Exercise data -
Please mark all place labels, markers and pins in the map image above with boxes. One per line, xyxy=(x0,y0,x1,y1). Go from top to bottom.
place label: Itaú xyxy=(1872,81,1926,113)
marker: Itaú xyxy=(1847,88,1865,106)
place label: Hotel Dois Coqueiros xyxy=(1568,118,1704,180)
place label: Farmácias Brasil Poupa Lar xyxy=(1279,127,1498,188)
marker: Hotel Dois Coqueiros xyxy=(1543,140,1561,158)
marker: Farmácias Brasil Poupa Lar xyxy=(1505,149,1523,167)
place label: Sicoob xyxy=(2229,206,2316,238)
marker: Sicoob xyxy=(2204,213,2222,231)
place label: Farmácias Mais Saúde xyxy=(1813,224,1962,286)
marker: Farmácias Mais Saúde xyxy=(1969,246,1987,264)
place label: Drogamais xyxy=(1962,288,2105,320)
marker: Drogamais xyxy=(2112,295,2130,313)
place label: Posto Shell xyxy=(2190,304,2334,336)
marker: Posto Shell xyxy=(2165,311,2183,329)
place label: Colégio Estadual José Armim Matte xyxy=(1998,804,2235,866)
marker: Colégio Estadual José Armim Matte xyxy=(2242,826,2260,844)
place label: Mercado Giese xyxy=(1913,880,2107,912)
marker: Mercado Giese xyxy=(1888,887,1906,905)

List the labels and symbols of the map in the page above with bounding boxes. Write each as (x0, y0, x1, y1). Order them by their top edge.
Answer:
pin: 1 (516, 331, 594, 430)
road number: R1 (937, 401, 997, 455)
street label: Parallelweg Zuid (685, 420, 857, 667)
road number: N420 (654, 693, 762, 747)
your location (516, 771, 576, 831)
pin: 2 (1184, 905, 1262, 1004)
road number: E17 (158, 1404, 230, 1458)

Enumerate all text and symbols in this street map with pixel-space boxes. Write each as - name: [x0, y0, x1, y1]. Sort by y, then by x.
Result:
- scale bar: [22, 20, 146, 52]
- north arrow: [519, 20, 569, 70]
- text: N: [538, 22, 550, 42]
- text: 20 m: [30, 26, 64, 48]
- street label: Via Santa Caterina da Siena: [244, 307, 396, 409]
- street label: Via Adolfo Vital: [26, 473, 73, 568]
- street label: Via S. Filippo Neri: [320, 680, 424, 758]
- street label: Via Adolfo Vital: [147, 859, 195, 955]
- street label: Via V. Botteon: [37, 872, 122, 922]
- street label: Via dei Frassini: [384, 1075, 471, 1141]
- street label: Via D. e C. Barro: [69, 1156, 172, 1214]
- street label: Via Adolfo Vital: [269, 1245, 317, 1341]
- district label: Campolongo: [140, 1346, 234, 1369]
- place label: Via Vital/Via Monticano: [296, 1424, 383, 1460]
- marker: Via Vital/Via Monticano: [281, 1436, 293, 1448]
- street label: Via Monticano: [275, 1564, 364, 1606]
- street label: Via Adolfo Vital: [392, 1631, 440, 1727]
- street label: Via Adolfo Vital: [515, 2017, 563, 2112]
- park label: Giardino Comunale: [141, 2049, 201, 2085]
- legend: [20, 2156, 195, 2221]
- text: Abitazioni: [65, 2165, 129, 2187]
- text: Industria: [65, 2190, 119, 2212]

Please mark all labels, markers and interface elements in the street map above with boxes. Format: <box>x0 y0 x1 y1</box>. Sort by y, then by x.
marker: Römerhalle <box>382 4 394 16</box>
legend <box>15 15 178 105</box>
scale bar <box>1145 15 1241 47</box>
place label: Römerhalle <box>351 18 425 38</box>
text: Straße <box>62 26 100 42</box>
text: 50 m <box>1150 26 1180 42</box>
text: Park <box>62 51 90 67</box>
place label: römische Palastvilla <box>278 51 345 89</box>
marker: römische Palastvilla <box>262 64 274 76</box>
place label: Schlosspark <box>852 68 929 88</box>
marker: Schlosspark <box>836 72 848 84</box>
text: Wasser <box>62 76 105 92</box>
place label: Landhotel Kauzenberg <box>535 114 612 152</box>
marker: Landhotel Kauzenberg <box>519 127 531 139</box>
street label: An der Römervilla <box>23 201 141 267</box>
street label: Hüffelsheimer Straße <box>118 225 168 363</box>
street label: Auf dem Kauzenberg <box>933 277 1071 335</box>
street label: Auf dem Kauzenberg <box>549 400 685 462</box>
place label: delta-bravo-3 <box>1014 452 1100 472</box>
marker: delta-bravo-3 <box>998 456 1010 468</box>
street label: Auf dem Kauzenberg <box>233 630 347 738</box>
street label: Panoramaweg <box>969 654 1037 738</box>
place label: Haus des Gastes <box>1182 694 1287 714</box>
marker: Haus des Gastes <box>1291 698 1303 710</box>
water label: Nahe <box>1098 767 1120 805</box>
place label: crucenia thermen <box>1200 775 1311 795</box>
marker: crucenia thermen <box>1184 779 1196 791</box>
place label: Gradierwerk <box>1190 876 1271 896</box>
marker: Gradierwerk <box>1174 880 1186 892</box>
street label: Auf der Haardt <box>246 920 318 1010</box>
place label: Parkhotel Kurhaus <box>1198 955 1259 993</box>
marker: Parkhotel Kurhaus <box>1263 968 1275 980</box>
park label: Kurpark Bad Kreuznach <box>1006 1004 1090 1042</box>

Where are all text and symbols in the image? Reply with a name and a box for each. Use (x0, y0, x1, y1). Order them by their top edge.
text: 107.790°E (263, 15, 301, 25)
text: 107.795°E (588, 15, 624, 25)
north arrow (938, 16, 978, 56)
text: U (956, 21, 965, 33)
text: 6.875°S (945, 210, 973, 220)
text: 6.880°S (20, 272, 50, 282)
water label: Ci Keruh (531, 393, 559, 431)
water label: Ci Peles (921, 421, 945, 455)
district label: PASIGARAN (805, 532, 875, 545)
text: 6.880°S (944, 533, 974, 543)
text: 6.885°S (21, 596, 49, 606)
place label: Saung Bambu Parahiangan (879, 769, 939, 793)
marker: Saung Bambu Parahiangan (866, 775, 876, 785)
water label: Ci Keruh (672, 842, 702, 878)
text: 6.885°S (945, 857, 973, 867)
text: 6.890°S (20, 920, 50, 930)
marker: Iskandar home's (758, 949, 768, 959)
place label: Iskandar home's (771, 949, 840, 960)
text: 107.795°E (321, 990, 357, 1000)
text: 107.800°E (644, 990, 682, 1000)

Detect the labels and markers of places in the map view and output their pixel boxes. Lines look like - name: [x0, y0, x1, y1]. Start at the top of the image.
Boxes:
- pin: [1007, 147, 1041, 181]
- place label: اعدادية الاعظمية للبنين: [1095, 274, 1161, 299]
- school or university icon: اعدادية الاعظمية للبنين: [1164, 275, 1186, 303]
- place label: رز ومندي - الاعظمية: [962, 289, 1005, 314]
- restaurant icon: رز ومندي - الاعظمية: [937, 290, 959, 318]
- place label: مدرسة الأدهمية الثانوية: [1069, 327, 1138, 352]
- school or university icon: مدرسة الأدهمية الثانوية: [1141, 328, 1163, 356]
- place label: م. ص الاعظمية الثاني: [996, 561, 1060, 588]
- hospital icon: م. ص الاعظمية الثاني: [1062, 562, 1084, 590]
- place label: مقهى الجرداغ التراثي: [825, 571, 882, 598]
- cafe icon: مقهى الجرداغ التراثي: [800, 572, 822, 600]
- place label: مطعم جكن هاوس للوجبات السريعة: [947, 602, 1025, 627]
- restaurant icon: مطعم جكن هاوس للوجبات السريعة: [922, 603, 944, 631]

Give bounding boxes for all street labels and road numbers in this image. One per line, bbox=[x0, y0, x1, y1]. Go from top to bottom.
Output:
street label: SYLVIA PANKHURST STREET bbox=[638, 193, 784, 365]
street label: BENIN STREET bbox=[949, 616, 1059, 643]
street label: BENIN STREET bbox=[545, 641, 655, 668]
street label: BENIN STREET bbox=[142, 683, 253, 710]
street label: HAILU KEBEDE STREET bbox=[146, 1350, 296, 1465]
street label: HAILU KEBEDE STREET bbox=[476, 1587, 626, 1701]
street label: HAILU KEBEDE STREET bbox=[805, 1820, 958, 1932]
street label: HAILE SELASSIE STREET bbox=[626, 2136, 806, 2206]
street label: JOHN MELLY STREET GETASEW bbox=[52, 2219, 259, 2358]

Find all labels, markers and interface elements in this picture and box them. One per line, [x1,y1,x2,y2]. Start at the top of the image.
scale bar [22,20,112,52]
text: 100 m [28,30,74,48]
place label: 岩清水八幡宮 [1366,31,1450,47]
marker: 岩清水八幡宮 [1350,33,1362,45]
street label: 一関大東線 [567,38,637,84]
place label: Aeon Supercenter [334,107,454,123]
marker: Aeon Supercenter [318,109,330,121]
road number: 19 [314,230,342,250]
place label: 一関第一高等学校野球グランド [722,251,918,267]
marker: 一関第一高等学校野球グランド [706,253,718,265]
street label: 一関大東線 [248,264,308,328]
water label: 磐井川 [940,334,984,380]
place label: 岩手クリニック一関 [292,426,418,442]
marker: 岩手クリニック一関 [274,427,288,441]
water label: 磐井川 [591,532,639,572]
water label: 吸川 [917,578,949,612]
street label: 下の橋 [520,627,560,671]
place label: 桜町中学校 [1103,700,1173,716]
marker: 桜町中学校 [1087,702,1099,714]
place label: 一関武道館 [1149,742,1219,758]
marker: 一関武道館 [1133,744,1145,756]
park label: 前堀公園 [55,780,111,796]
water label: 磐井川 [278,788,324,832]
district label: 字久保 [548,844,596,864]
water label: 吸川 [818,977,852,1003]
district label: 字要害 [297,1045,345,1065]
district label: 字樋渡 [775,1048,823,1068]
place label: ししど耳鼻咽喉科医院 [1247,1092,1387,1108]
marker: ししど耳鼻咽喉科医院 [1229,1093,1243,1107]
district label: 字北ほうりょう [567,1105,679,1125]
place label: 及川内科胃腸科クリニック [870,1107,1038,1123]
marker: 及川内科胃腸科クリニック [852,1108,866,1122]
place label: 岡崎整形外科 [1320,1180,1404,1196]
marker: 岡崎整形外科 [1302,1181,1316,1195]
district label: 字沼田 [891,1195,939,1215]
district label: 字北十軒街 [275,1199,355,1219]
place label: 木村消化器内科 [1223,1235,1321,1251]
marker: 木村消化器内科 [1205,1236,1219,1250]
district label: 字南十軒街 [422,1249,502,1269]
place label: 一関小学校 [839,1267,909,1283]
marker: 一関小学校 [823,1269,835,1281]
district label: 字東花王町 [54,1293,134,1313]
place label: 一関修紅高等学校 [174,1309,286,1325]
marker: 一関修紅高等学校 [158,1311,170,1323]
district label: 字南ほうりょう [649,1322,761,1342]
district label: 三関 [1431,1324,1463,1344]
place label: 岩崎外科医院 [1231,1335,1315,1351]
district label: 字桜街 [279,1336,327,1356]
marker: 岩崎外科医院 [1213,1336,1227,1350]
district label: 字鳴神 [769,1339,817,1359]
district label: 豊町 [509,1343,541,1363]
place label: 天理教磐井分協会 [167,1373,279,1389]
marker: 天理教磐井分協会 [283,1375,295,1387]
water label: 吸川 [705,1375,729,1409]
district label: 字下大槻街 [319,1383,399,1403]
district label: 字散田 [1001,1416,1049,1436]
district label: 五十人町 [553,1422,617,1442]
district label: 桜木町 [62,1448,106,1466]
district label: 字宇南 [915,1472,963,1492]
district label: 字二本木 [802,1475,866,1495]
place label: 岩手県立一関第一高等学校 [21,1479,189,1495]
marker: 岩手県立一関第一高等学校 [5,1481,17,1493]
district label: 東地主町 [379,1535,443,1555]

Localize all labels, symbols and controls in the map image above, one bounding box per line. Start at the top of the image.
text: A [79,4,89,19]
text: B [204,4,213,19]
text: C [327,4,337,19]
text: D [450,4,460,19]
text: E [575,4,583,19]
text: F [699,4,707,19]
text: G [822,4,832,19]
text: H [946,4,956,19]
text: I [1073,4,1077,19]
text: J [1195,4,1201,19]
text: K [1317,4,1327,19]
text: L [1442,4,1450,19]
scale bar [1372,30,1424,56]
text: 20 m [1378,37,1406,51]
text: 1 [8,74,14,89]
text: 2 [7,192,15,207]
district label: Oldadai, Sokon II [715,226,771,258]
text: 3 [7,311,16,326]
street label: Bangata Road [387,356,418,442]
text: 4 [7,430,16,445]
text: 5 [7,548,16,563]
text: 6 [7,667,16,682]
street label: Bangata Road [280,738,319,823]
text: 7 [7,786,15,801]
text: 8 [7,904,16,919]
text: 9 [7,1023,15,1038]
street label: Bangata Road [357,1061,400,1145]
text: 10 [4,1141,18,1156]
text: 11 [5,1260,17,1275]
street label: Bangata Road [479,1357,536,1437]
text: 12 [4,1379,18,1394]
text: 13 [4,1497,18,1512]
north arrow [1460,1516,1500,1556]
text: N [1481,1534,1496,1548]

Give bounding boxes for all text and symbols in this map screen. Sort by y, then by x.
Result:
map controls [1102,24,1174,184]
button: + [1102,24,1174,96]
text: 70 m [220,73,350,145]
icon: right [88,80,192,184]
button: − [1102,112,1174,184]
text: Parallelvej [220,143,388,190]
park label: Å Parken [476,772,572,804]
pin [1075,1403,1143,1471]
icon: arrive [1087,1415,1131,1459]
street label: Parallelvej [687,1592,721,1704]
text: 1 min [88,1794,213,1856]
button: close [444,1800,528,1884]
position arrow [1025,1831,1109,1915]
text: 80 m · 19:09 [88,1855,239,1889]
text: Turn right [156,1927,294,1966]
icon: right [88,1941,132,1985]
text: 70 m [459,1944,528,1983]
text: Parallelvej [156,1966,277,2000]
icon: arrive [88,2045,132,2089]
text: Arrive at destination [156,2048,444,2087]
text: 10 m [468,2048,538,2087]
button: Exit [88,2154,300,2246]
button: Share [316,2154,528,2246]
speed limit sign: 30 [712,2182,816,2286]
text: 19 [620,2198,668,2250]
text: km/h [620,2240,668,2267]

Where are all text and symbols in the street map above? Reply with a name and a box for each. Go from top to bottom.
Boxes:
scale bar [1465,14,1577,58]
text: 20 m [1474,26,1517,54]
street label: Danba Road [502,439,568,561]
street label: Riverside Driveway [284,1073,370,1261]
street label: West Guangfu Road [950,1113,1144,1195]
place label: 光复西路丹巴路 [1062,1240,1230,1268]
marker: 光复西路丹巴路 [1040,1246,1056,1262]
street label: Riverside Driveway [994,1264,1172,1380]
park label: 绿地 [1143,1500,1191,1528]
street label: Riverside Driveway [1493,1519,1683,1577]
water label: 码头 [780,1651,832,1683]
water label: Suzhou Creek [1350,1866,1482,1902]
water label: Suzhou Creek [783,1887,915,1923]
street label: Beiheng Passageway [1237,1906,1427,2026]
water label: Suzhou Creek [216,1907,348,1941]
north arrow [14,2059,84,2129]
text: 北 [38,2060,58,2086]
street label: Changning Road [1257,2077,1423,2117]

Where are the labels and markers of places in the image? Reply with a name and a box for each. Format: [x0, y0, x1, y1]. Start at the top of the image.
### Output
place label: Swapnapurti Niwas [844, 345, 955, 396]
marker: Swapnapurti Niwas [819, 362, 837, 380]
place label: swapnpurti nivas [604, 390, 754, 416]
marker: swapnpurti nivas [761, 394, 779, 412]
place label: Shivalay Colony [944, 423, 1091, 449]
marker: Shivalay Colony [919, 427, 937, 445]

Work to complete -
Only one span of lines is wanted: the line with "Where are the" and every line after it to the end of the entries, output exactly.

Output below -
Where are the labels and markers of places in the image? Reply with a name and a box for each. Format: [x0, y0, x1, y1]. Start at the top of the image.
### Output
place label: Swapnapurti Niwas [844, 345, 955, 396]
marker: Swapnapurti Niwas [819, 362, 837, 380]
place label: swapnpurti nivas [604, 390, 754, 416]
marker: swapnpurti nivas [761, 394, 779, 412]
place label: Shivalay Colony [944, 423, 1091, 449]
marker: Shivalay Colony [919, 427, 937, 445]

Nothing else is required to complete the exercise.